# [What to produce]
In your transcription, keep every record exact and leave out the pictures.

[[ Data provided, beginning ]]

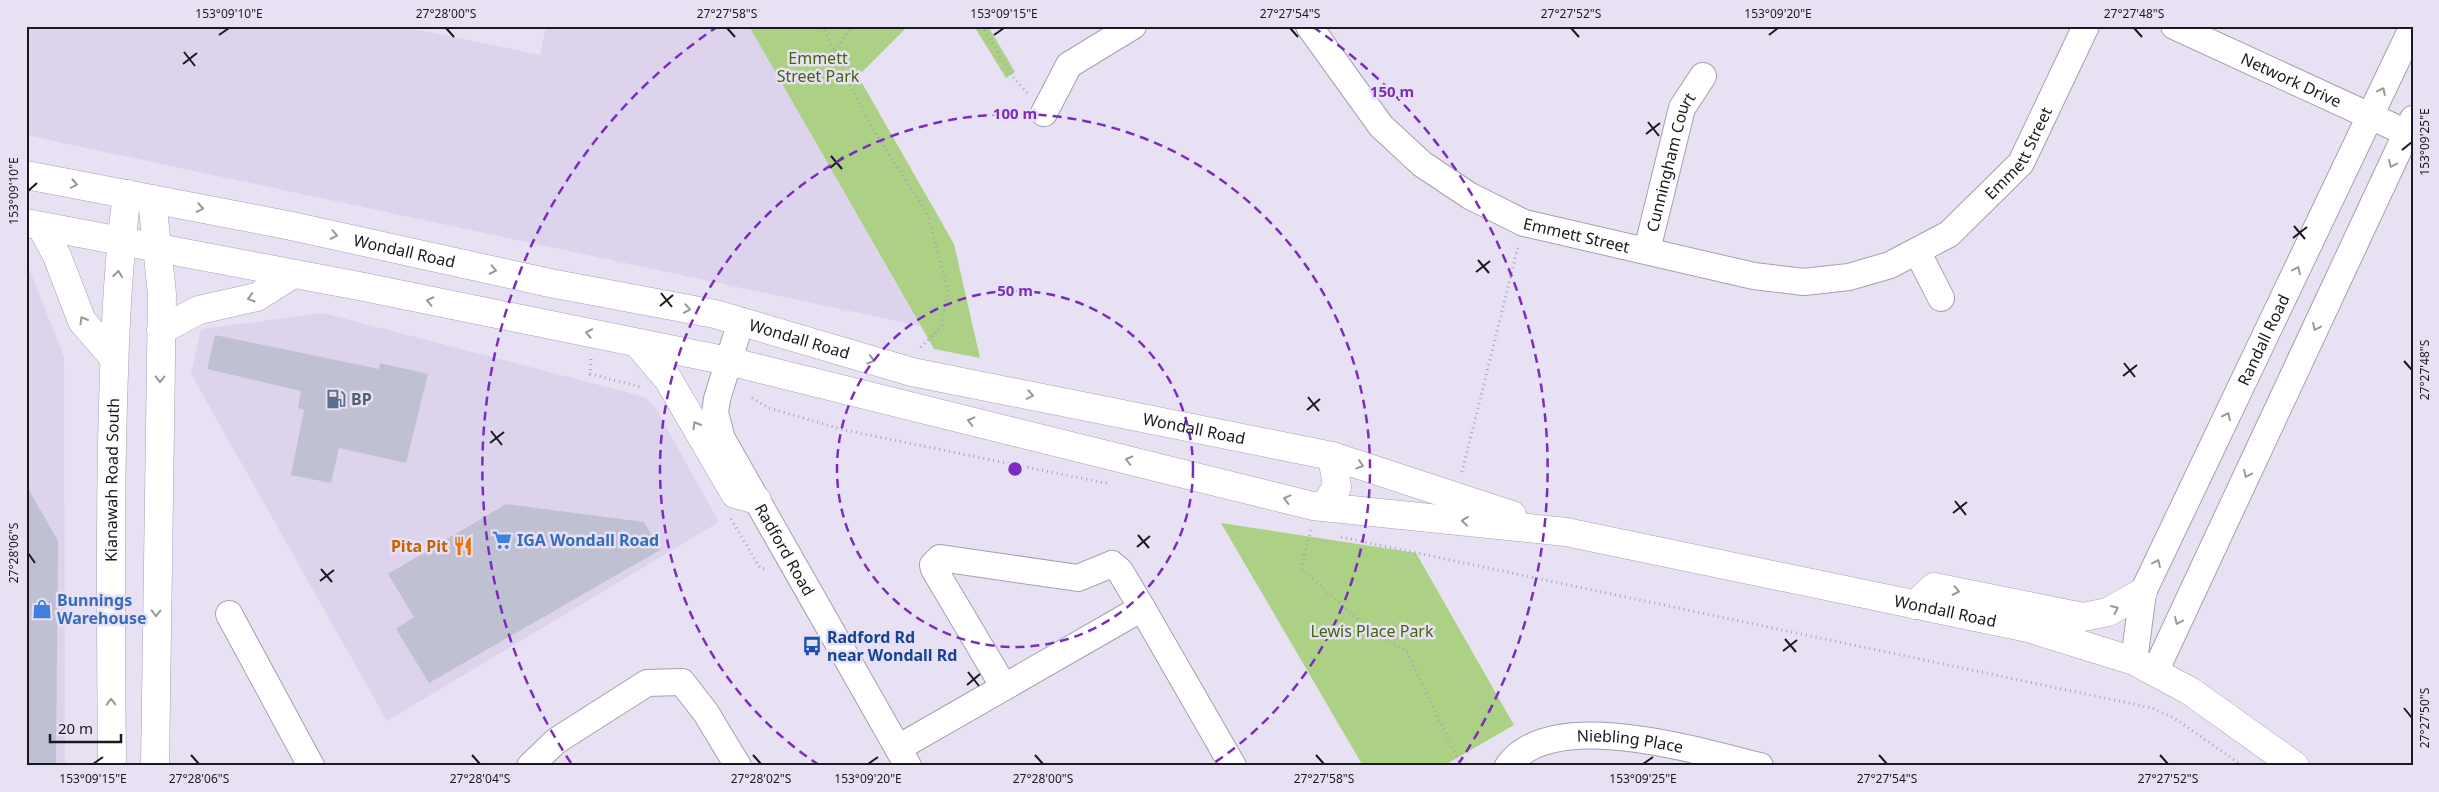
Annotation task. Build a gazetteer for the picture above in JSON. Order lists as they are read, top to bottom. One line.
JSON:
{"streets":{"main road":["Wondall Road","Kianawah Road South"],"street":["Network Drive","Emmett Street","Cunningham Court","Randall Road","Radford Road","Niebling Place"]},"crossings":[["Network Drive","Randall Road"],["Emmett Street","Cunningham Court"],["Wondall Road","Randall Road"],["Wondall Road","Kianawah Road South"],["Wondall Road","Radford Road"]],"parks":["Emmett Street Park","Lewis Place Park"],"places":{"fuel station":["BP"],"supermarket":["IGA Wondall Road"],"restaurant":["Pita Pit"],"shop":["Bunnings Warehouse"],"bus stop":["Radford Rd near Wondall Rd"]},"scale_bar":"20 m","coordinates":["153°09'10\"E","27°28'00\"S","27°27'58\"S","153°09'15\"E","27°27'54\"S","27°27'52\"S","153°09'20\"E","27°27'48\"S","153°09'25\"E","27°28'06\"S","27°27'50\"S","27°28'04\"S","27°28'02\"S"],"rings":["150 m","100 m","50 m"]}
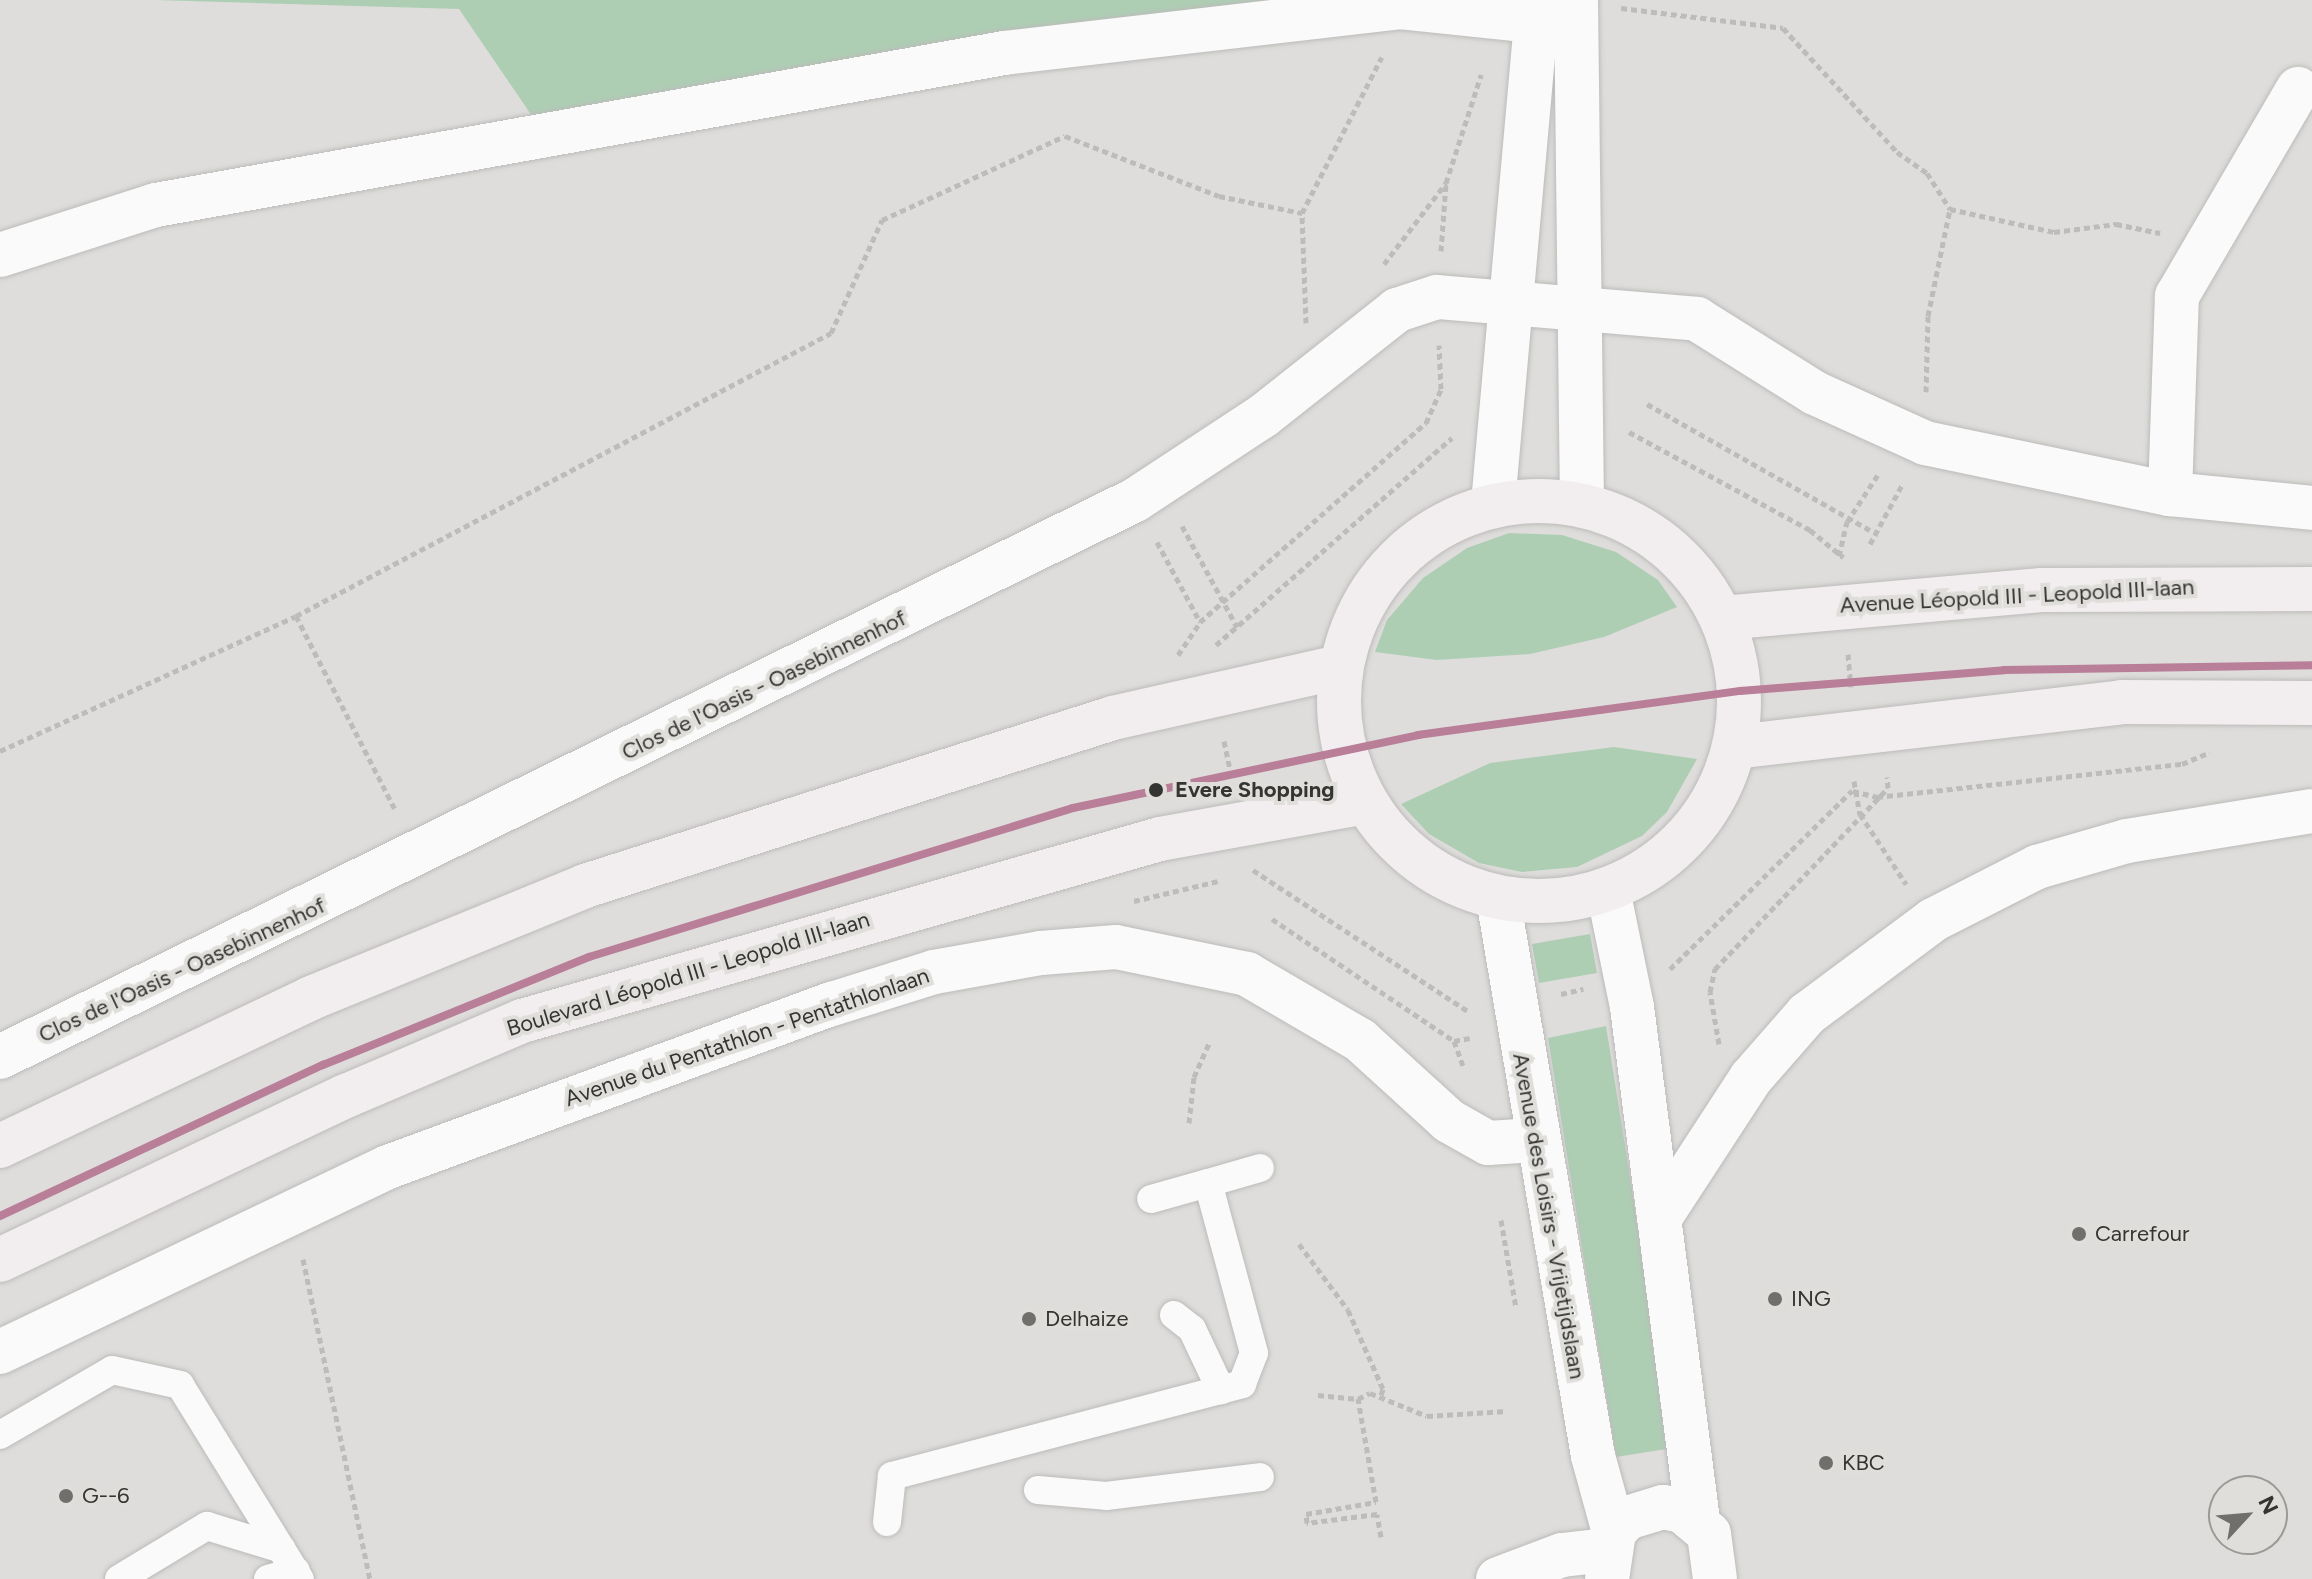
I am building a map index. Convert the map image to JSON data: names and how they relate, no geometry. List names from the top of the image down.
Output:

[[ Data provided, end ]]

# [Result]
Annotation task. Build a gazetteer for the picture above in JSON. Order lists as they are read, top to bottom. One line.
JSON:
{"streets":{"main road":["Wondall Road","Kianawah Road South"],"street":["Network Drive","Emmett Street","Cunningham Court","Randall Road","Radford Road","Niebling Place"]},"crossings":[["Network Drive","Randall Road"],["Emmett Street","Cunningham Court"],["Wondall Road","Randall Road"],["Wondall Road","Kianawah Road South"],["Wondall Road","Radford Road"]],"parks":["Emmett Street Park","Lewis Place Park"],"places":{"fuel station":["BP"],"supermarket":["IGA Wondall Road"],"restaurant":["Pita Pit"],"shop":["Bunnings Warehouse"],"bus stop":["Radford Rd near Wondall Rd"]},"scale_bar":"20 m","coordinates":["153°09'10\"E","27°28'00\"S","27°27'58\"S","153°09'15\"E","27°27'54\"S","27°27'52\"S","153°09'20\"E","27°27'48\"S","153°09'25\"E","27°28'06\"S","27°27'50\"S","27°28'04\"S","27°28'02\"S"],"rings":["150 m","100 m","50 m"]}
I am building a map index. Convert the map image to JSON data: names and how they relate, no geometry. List names from the top of the image down.
Output:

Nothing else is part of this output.